View Single Post
  #7   Report Post  
posted to rec.boats.cruising
Larry Larry is offline
external usenet poster
 
First recorded activity by BoatBanter: Jul 2006
Posts: 5,275
Default Antenna for my Kenwood R-1000 receiver?

Wayne.B wrote in
:

Any sign yet of an upturn in the cycle?


It's an 11 year cycle.... You can watch it on:
http://solarscience.msfc.nasa.gov/predict.shtml

The most fascinating place about it is at:
http://www.spaceweather.com/
Today's sunspot number is ZERO! NO SUNSPOTS! Arrghh.
Sure glad there's Skype...(c;
Spaceweather can EASILY occupy an entire evening exploring.
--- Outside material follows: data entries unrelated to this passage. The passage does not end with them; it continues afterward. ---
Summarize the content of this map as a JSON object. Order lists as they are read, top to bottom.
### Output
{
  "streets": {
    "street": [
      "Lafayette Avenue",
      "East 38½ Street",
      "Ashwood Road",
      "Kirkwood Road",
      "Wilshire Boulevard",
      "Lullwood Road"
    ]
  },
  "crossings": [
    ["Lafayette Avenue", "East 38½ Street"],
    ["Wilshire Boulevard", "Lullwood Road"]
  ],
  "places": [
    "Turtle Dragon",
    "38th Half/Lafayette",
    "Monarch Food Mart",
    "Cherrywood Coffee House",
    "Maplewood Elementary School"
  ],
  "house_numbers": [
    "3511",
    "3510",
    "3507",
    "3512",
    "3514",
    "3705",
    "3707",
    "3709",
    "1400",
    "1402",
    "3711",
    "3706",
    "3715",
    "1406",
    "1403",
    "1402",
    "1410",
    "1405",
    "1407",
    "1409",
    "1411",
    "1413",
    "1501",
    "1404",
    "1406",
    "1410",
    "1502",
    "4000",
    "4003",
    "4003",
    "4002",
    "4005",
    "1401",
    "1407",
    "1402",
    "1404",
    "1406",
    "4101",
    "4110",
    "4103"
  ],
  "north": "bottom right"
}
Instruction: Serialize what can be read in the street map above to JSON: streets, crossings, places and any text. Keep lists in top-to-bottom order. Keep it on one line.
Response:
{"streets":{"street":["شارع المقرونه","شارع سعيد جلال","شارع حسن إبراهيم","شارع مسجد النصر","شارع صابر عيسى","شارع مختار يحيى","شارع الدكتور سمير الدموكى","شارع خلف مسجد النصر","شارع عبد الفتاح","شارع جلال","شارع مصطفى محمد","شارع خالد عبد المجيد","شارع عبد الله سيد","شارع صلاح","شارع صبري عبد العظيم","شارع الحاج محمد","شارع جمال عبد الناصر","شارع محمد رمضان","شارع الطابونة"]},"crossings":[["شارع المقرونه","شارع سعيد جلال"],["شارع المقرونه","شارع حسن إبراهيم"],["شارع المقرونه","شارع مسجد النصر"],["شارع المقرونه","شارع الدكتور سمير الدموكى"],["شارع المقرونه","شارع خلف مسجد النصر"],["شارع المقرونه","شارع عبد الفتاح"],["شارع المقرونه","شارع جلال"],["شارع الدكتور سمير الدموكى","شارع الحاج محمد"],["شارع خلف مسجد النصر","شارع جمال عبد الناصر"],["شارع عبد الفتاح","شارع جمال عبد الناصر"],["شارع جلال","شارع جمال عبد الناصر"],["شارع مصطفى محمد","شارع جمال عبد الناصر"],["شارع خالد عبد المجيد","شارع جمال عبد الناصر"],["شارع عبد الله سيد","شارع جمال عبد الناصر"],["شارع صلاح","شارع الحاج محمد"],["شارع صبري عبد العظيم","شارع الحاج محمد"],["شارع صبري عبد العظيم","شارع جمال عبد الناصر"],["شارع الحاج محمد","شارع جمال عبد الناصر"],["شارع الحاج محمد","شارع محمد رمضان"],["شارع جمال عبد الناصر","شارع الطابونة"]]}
Canada accurately tracks the Solar Radio flux on 2.8 Ghz:
http://www.drao-ofr.hia-iha.nrc-cnrc...sol_home.shtml

So, from their prediction graph, it looks like a nice peak in 2012. This
is perfect as that is the year my Socialist Security checks start
rollin' in and I can stop working for all my money and live off the kids
at Mickey D's flipping hamburgers.

Who knows. I might just put W4CSC back on the air...(c;


At night the only thing that's working for me on Winlink/Pactor is
80M.


80 and 160M act more like AM broadcast band than shortwaves. They're
pretty predictable as a good nighttime freq with groundwave only on the
sunny side of the planet. 40M up to 10M is what the solar cycle hits so
hard. I have seen 75M SSB totally unusable for nets a few times. Of
course, to become "net control" on an ARRL net, you must NOT own a proper
ANTENNA or BIG LINEAR AMPLIFIER so you don't sound like you're talking on
a wet string with 10 watts, no matter what the conditions...(c;

I used to be active on the SC SSB net on 3915 many years ago. One night
at net time you couldn't hear hardly anyone it was so bad. At that time,
I was running an old Heathkit HW-100 SSB transceiver (tubes, cheap) and a
home brew little amp I made out of some power company parts and a PAIR of
4-1000A tetrodes in a 7 ft tall old navy transmitter rack, about 4' wide.
Using "minimum power to establish communications" that night meant
running 6000 VDC at about 950ma on the little tubes. That's about a
kilowatt, right?....(c; The AM station down the street ran 200W on 1260
at night in a 3-tower directional array over my house. EJ, the chief
engineer and night DJ at the transmitter building used to call me and ask
if I would hold off transmitting until he read the antenna current meters
wildly moving around too far to fill in his log. He joked I had more
current in his towers than he did...hee hee...(c;

Those were fun days....no money, homebrew everything. I carried a melted
2' section of RG-8A/U coax into a ham club meeting and said they just
don't make coax like they used to....my little amp melted it...(c;

Larry
"POWER is our FRIEND!" (Robert Mitchell, AAA Communications, paging)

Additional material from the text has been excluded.